= WORK ORDER =
Across the whole listing, filter for the string "Keep" and copy every line that has it.

= SUPPLIED ENTRIES =
● ● ● ●

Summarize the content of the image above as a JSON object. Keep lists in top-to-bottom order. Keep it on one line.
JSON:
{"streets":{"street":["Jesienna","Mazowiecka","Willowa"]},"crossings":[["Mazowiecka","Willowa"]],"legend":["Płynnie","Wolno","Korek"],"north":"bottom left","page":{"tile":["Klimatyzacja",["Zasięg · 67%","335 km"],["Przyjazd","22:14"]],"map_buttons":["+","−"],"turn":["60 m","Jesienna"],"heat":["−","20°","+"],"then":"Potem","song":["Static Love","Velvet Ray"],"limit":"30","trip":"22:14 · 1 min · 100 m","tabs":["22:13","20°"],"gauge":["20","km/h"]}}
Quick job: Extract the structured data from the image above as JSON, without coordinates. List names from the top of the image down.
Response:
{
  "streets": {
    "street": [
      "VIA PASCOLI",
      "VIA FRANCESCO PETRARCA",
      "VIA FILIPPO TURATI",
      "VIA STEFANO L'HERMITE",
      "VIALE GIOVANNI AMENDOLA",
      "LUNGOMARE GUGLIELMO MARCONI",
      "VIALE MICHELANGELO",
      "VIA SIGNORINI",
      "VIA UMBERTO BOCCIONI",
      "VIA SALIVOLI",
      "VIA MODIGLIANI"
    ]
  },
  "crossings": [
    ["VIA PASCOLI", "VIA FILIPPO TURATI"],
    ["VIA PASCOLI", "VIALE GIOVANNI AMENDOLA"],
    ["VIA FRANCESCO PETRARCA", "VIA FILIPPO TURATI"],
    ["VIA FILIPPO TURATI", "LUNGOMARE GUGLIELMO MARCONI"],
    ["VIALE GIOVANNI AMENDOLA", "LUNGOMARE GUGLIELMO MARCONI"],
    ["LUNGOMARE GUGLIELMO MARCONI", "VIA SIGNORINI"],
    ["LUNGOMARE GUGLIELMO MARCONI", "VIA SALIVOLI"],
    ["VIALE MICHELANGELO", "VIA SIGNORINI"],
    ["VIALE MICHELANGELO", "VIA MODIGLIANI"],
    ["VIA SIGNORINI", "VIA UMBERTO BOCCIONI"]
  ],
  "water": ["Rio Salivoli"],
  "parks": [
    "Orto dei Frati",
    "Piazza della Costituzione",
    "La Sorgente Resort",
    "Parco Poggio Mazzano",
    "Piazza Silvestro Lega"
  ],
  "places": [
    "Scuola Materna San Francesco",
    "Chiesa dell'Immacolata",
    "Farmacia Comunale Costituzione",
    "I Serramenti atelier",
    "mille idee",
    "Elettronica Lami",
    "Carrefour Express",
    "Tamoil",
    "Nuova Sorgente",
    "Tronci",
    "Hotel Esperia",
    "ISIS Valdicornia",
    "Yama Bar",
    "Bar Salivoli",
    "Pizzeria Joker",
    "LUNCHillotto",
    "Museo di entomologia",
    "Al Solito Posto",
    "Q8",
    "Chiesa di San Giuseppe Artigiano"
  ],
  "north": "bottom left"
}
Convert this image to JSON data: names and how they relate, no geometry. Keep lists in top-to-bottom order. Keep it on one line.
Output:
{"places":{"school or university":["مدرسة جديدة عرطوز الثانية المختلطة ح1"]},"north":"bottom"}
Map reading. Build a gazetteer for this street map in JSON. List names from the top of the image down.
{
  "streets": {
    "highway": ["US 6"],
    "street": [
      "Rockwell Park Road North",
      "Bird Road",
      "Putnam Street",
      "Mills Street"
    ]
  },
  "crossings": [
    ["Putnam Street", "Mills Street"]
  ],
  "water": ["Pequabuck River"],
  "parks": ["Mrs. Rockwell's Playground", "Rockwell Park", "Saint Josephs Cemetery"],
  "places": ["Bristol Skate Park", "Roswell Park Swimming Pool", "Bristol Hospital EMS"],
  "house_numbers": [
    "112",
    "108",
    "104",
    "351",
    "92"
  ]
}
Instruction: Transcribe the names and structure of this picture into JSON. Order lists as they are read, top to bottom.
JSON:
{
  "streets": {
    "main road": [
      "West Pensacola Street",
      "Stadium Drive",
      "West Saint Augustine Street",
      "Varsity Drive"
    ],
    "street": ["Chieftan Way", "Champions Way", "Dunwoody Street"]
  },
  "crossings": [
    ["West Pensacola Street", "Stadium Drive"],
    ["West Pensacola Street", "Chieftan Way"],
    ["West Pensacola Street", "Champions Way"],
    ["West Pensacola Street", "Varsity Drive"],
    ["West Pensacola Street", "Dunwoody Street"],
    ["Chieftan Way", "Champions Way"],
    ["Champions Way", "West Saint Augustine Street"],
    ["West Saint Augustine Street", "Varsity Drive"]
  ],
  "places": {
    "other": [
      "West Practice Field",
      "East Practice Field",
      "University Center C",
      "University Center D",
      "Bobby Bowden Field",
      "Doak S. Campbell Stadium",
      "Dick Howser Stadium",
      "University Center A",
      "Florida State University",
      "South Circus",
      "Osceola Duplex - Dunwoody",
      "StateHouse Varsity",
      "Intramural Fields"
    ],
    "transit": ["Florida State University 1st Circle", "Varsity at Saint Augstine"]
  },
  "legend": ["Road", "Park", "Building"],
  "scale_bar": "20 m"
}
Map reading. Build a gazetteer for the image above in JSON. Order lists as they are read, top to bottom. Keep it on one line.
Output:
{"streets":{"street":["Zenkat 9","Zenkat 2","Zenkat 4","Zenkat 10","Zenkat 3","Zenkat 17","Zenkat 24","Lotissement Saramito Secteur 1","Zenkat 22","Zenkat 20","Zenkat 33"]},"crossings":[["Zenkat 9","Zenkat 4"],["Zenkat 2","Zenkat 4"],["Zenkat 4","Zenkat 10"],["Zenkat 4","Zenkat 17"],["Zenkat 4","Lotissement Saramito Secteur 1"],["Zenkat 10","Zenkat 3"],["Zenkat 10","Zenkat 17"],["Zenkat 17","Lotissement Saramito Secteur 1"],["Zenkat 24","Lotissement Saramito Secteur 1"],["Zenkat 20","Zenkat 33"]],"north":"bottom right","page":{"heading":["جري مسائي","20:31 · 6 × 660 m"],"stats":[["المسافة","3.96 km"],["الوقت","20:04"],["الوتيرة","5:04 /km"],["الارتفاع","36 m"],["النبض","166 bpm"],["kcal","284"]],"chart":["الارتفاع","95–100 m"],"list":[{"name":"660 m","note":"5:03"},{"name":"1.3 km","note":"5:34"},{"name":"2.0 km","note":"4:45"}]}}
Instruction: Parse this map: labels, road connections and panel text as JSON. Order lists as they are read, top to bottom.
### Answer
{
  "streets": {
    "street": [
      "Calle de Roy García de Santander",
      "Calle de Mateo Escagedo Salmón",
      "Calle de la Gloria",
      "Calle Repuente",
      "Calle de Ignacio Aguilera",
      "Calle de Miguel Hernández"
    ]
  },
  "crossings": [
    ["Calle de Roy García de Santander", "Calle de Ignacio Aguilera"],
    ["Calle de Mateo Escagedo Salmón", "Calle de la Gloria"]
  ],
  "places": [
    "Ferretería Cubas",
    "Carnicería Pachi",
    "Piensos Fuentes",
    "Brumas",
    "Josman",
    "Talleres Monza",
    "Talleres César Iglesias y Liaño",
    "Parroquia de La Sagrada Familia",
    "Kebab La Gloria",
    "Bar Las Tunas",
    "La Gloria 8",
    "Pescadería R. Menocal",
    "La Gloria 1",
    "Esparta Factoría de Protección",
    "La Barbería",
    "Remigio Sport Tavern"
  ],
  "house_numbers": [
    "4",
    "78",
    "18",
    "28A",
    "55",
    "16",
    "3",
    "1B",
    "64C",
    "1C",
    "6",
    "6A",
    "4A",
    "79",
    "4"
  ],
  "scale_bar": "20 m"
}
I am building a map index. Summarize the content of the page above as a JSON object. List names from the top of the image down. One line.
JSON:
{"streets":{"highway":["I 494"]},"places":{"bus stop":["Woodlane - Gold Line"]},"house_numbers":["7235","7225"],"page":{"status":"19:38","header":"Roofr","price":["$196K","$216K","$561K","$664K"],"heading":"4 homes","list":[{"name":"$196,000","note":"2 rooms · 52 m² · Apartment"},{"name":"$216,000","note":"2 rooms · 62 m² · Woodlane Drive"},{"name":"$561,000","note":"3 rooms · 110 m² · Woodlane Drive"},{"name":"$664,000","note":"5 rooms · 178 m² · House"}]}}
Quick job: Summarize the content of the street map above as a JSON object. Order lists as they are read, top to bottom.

● ● ● ●

= REPLY =
Summarize the content of the image above as a JSON object. Keep lists in top-to-bottom order. Keep it on one line.
Convert this image to JSON data: names and how they relate, no geometry. Keep lists in top-to-bottom order. Keep it on one line.
Map reading. Build a gazetteer for the image above in JSON. Order lists as they are read, top to bottom. Keep it on one line.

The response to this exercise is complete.